Jack Welch, for­mer chair­man and CEO of Gen­eral Elec­tric and a bridge player, said, “Num­ber one, cash is king ... num­ber two, com­mu­ni­cate ... num­ber three, buy or bury the com­pe­ti­tion.”

At the bridge ta­ble, num­ber one, make or break the con­tract ... num­ber two, com­mu­ni­cate with your part­ner ... num­ber three, bury the op­po­si­tion.

To­day’s deal has el­e­ments of that, but also three and one are rel­e­vant -why? South is in three notrump. West leads his fourth-high­est heart, and East puts up the king. What should de­clarer do?

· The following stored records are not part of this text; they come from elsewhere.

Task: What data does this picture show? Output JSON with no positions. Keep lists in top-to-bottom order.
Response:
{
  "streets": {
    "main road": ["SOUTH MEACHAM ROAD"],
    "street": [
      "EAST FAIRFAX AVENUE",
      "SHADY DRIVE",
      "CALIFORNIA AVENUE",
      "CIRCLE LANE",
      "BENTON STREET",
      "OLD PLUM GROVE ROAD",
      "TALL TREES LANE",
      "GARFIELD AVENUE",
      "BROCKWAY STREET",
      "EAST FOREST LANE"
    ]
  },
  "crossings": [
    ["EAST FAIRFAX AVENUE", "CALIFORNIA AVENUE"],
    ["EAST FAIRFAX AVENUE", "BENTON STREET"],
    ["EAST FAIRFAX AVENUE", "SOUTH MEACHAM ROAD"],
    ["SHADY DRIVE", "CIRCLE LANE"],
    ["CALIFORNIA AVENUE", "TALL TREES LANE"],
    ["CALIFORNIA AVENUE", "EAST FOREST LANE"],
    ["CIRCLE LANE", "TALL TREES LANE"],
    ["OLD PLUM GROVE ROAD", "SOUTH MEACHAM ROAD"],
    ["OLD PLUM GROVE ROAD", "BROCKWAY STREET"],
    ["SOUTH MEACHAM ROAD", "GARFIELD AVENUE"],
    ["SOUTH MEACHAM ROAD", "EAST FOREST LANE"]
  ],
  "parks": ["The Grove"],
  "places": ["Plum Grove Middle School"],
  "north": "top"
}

South’s three-notrump re­bid shows some 18-20 high-card points, at least six di­a­monds, in prin­ci­ple stop­pers in the two un­bid suits and of­ten a sin­gle­ton in re­spon­der’s suit. (It is a hand too strong for one di­a­mond one spade - three di­a­monds.)

South ap­par­ently starts with eight top tricks: four spades, two hearts (given trick one) and two di­a­monds. He can also es­tab­lish three or four more di­a­mond win­ners. But to col­lect all of those spade tricks, how does de­clarer get into the dummy?

The temp­ta­tion is to cash the top di­a­monds and as­sume that the queen will drop, which it is sup­posed to do 58 per­cent of the time. Note, though, that if de­clarer can win six di­a­mond tricks, he has nine tricks via one spade, two hearts and six di­a­monds. But just in case the di­a­mond queen will not drop, South should be will­ing to sac­ri­fice one trick to get the three spade win­ners in re­turn.

Af­ter win­ning trick one and cash­ing the spade ace, de­clarer should lead his di­a­mond 10 or nine. If East ducks, South has six di­a­mond tricks. If East wins, the di­a­mond jack is a dummy en­try.